Output all of the listing, leaving every line exactly as written.

### Data to examine
<<<<

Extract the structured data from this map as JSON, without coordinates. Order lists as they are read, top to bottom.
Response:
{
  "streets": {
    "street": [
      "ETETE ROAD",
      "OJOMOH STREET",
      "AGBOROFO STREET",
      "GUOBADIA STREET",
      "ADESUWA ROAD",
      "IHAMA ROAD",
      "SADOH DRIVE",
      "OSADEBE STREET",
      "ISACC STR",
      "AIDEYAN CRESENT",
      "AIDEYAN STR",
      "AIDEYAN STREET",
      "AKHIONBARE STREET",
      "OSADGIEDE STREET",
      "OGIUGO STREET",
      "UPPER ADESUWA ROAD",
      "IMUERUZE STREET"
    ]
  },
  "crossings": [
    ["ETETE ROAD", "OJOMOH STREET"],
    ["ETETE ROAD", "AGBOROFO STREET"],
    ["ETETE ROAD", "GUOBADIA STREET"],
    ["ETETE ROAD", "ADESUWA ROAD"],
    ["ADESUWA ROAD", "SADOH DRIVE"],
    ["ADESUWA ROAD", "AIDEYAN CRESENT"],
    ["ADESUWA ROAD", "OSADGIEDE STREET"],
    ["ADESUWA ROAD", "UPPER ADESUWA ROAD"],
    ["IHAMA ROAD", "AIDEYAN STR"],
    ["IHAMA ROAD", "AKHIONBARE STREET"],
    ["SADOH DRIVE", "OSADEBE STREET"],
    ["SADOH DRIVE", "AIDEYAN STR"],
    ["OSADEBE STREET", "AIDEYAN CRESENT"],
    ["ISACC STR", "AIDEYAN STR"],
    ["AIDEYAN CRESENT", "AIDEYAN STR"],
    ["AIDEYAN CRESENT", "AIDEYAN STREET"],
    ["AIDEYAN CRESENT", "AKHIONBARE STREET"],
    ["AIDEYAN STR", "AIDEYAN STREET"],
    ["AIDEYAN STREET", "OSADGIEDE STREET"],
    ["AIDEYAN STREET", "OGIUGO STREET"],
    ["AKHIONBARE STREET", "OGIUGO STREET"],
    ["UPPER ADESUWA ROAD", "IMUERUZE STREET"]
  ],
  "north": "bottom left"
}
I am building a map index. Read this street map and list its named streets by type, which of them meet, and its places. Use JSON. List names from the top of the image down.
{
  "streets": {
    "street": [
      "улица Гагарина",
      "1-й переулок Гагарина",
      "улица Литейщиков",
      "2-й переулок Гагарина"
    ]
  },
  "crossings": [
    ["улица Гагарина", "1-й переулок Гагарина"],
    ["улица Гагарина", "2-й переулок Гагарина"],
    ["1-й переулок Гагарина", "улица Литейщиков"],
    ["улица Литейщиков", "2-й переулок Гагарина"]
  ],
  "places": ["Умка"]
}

>>>>

### Answer to the problem
Extract the structured data from this map as JSON, without coordinates. Order lists as they are read, top to bottom.
Response:
{
  "streets": {
    "street": [
      "ETETE ROAD",
      "OJOMOH STREET",
      "AGBOROFO STREET",
      "GUOBADIA STREET",
      "ADESUWA ROAD",
      "IHAMA ROAD",
      "SADOH DRIVE",
      "OSADEBE STREET",
      "ISACC STR",
      "AIDEYAN CRESENT",
      "AIDEYAN STR",
      "AIDEYAN STREET",
      "AKHIONBARE STREET",
      "OSADGIEDE STREET",
      "OGIUGO STREET",
      "UPPER ADESUWA ROAD",
      "IMUERUZE STREET"
    ]
  },
  "crossings": [
    ["ETETE ROAD", "OJOMOH STREET"],
    ["ETETE ROAD", "AGBOROFO STREET"],
    ["ETETE ROAD", "GUOBADIA STREET"],
    ["ETETE ROAD", "ADESUWA ROAD"],
    ["ADESUWA ROAD", "SADOH DRIVE"],
    ["ADESUWA ROAD", "AIDEYAN CRESENT"],
    ["ADESUWA ROAD", "OSADGIEDE STREET"],
    ["ADESUWA ROAD", "UPPER ADESUWA ROAD"],
    ["IHAMA ROAD", "AIDEYAN STR"],
    ["IHAMA ROAD", "AKHIONBARE STREET"],
    ["SADOH DRIVE", "OSADEBE STREET"],
    ["SADOH DRIVE", "AIDEYAN STR"],
    ["OSADEBE STREET", "AIDEYAN CRESENT"],
    ["ISACC STR", "AIDEYAN STR"],
    ["AIDEYAN CRESENT", "AIDEYAN STR"],
    ["AIDEYAN CRESENT", "AIDEYAN STREET"],
    ["AIDEYAN CRESENT", "AKHIONBARE STREET"],
    ["AIDEYAN STR", "AIDEYAN STREET"],
    ["AIDEYAN STREET", "OSADGIEDE STREET"],
    ["AIDEYAN STREET", "OGIUGO STREET"],
    ["AKHIONBARE STREET", "OGIUGO STREET"],
    ["UPPER ADESUWA ROAD", "IMUERUZE STREET"]
  ],
  "north": "bottom left"
}
I am building a map index. Read this street map and list its named streets by type, which of them meet, and its places. Use JSON. List names from the top of the image down.
{
  "streets": {
    "street": [
      "улица Гагарина",
      "1-й переулок Гагарина",
      "улица Литейщиков",
      "2-й переулок Гагарина"
    ]
  },
  "crossings": [
    ["улица Гагарина", "1-й переулок Гагарина"],
    ["улица Гагарина", "2-й переулок Гагарина"],
    ["1-й переулок Гагарина", "улица Литейщиков"],
    ["улица Литейщиков", "2-й переулок Гагарина"]
  ],
  "places": ["Умка"]
}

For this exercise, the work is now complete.